The Laplace transform of the product of two functions, or a power of a time signal, is not easy to compute. For example, R. Mehrem proposes the following formula:
$$ \mathscr{L}\{Q^2(t)\}(s) = \tfrac{2}{\pi}\int_{0}^{\infty}\mathbf{im}\left(Q\left(\tfrac{s}{2}-i\tau\right)\right)^2\mathrm{d}\tau. $$
Kwin van der Veen mentioned the property $\mathscr{L}\{Q^2\}(s) = \mathscr{L}\{Q\}(s)*\mathscr{L}\{Q\}(s)$. I don't think this property is correct. For example, for $Q(t) = H_0(t)$, that is, the Heaviside function, $Q^2(t) = Q(t)$ and $\mathscr{L}\{Q^2(t)\} = \mathscr{L}\{Q(t)\} = \frac{1}{s}$. This is not equal to $\tfrac{1}{s}*\tfrac{1}{s}$.

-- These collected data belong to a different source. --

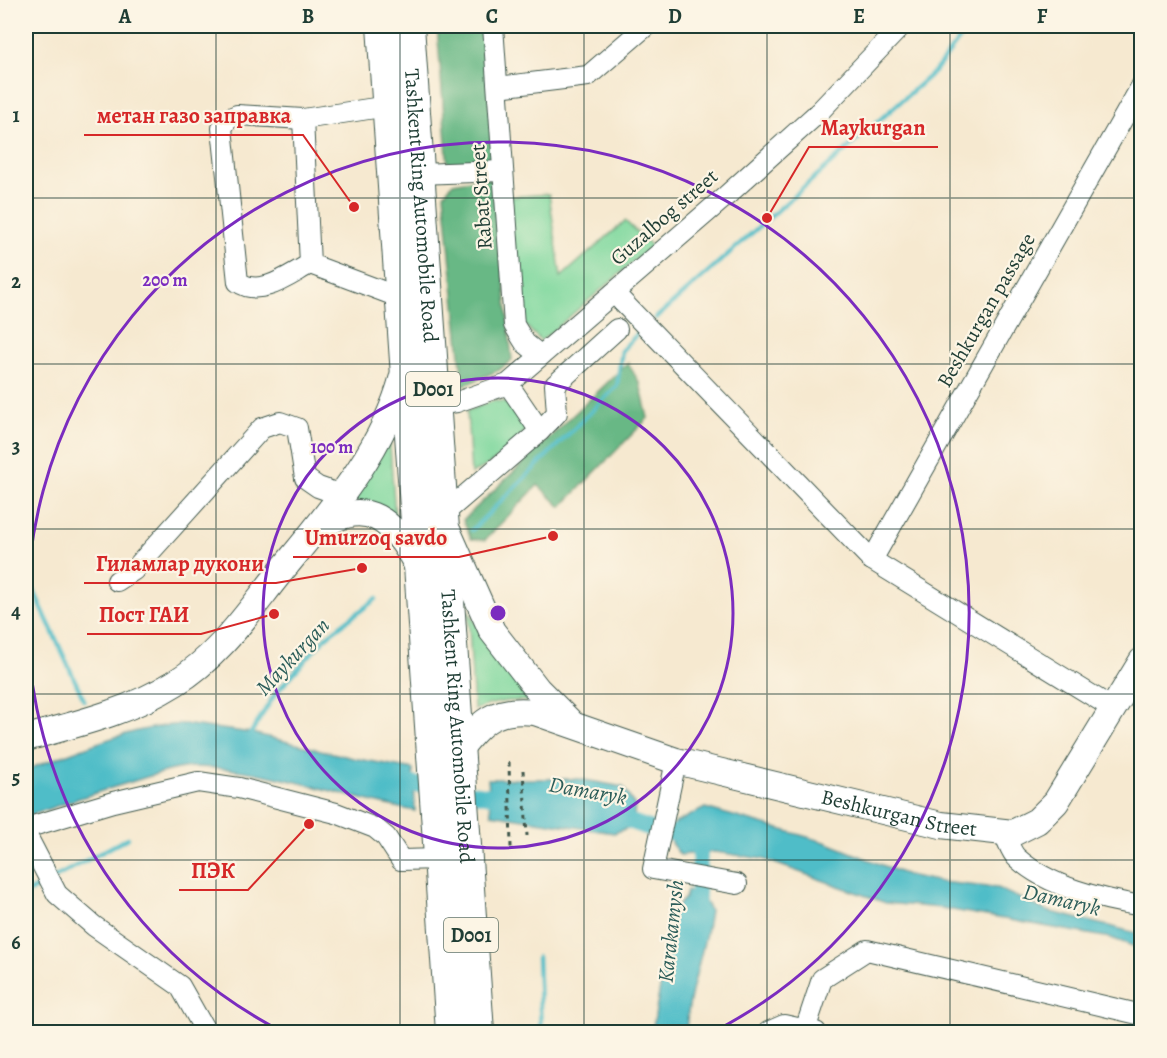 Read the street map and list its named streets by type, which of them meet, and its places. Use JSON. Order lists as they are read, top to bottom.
{
  "streets": {
    "highway": ["Tashkent Ring Automobile Road", "D001"],
    "main road": ["Beshkurgan Street"],
    "street": ["Rabat Street", "Guzalbog street", "Beshkurgan passage"]
  },
  "crossings": [
    ["Rabat Street", "Guzalbog street"],
    ["Tashkent Ring Automobile Road", "Guzalbog street"],
    ["Tashkent Ring Automobile Road", "Beshkurgan Street"]
  ],
  "water": ["Maykurgan", "Damaryk", "Karakamysh"],
  "places": [
    "метан газо заправка",
    "Maykurgan",
    "Umurzoq savdo",
    "Гиламлар дукони",
    "Пост ГАИ",
    "ПЭК"
  ],
  "grid": {
    "columns": [
      "A",
      "B",
      "C",
      "D",
      "E",
      "F"
    ],
    "rows": [
      "1",
      "2",
      "3",
      "4",
      "5",
      "6"
    ]
  },
  "rings": ["200 m", "100 m"]
} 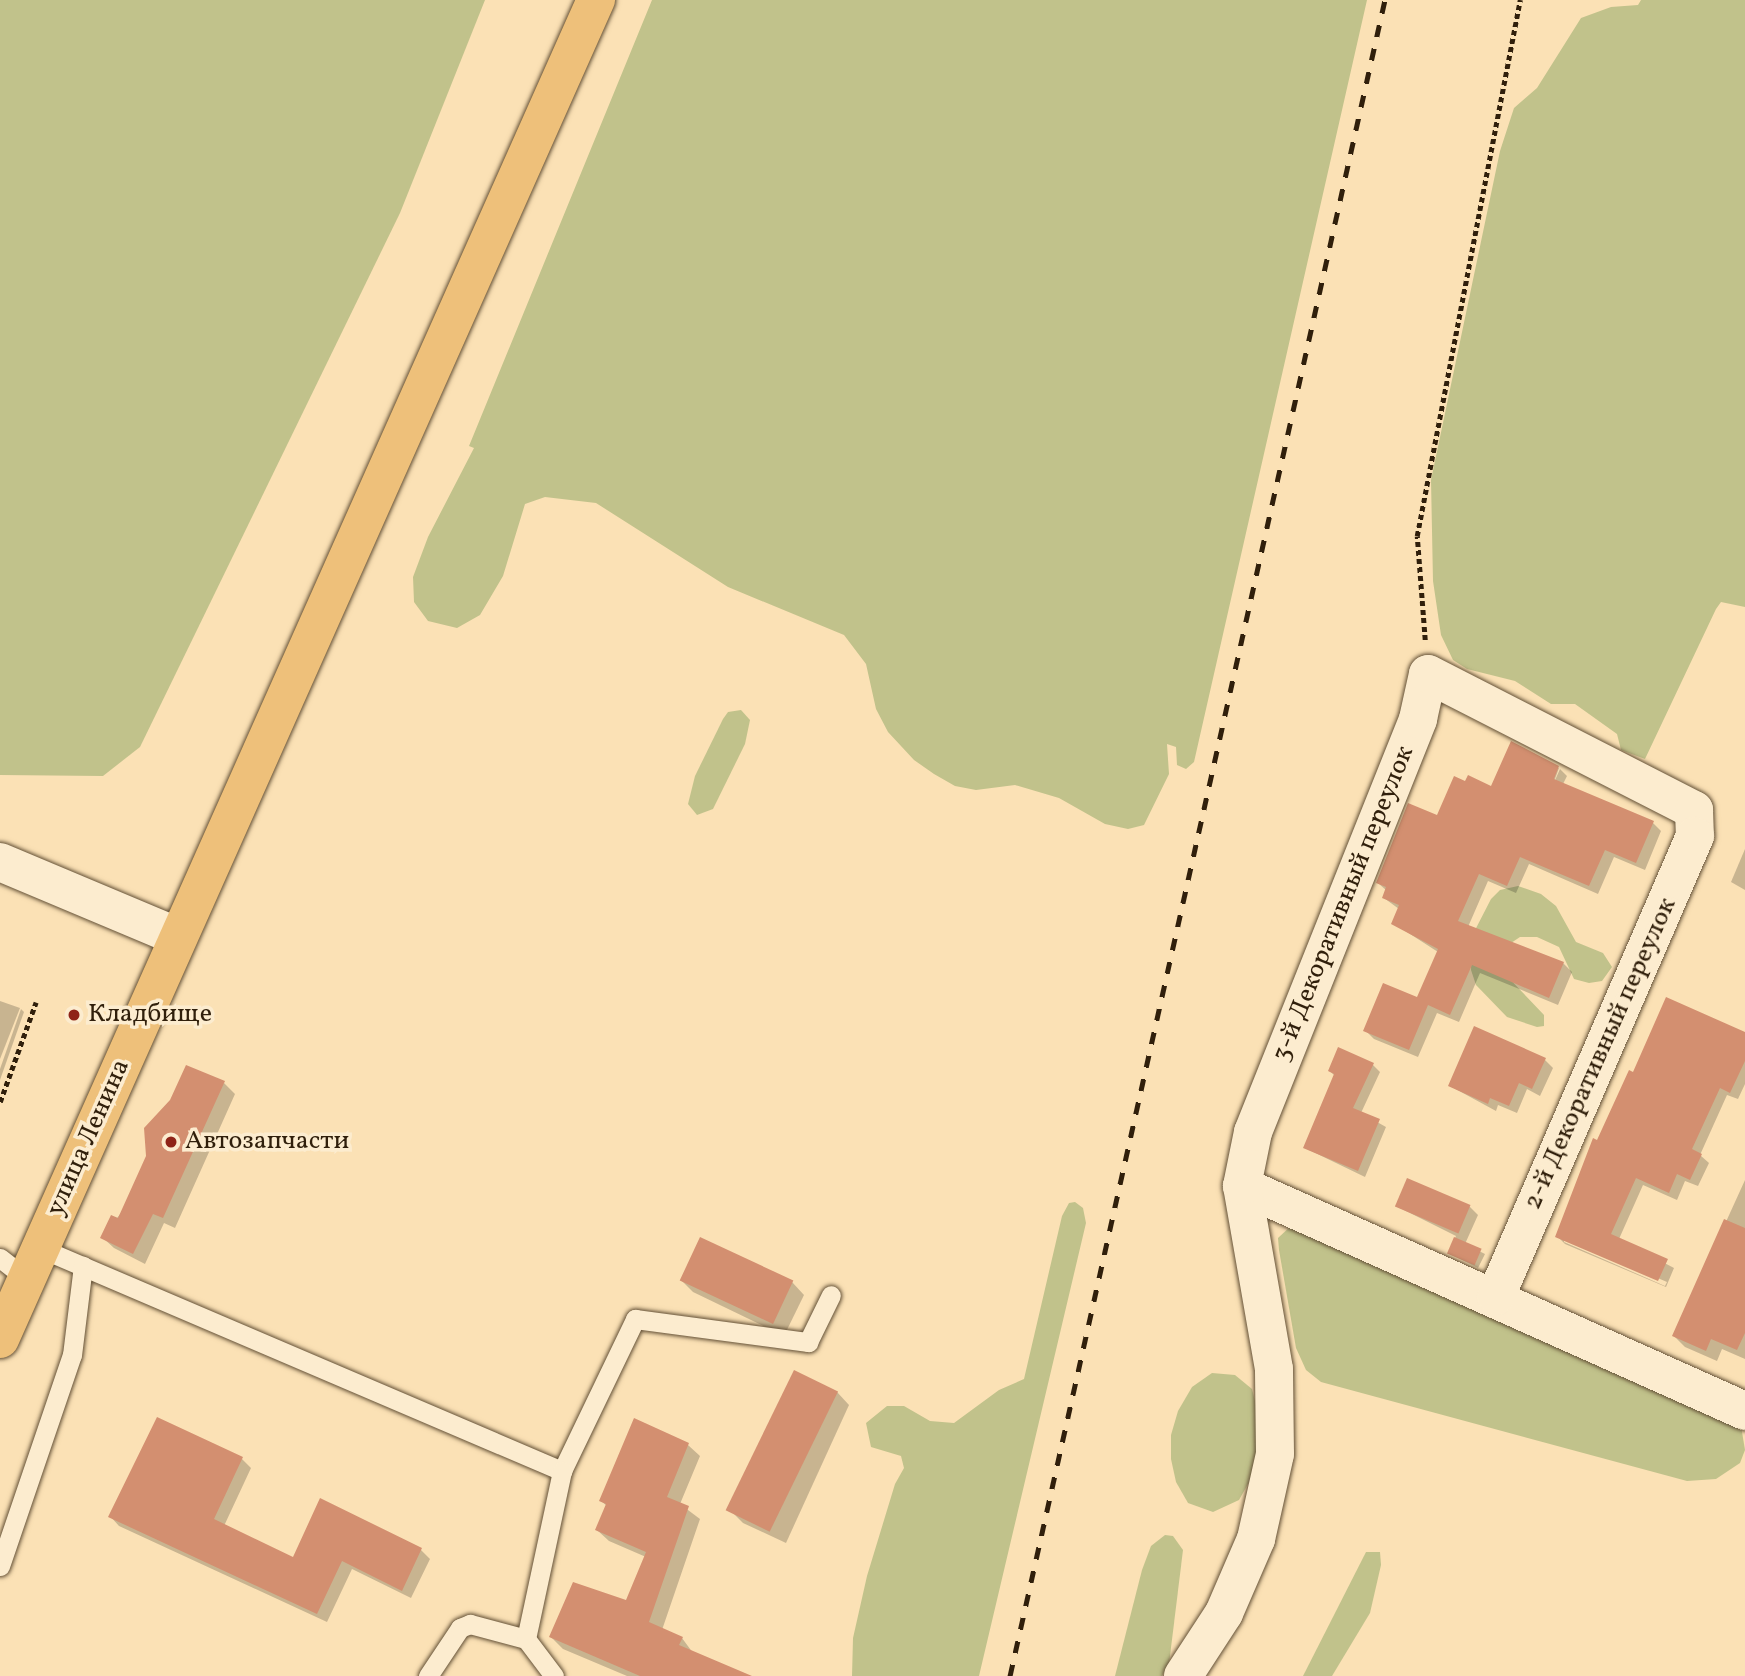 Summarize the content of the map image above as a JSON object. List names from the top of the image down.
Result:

First of all transfer functions can only be defined for linear time invariant systems and your system is nonlinear. However, it is still possible to find an expression for the Laplace transform of your expression using the convolution theorem. Namely, the property of convolution in the time domain being equivalent to multiplication in the frequency domain also works the other way around, so multiplication in the time domain is equivalent to convolution in the frequency domain which gives $\mathcal{L}\{Q^2(t)\}(s)=(\mathcal{L}\{Q(t)\}*\mathcal{L}\{Q(t)\})(s)$ with $*$ denoting convolution.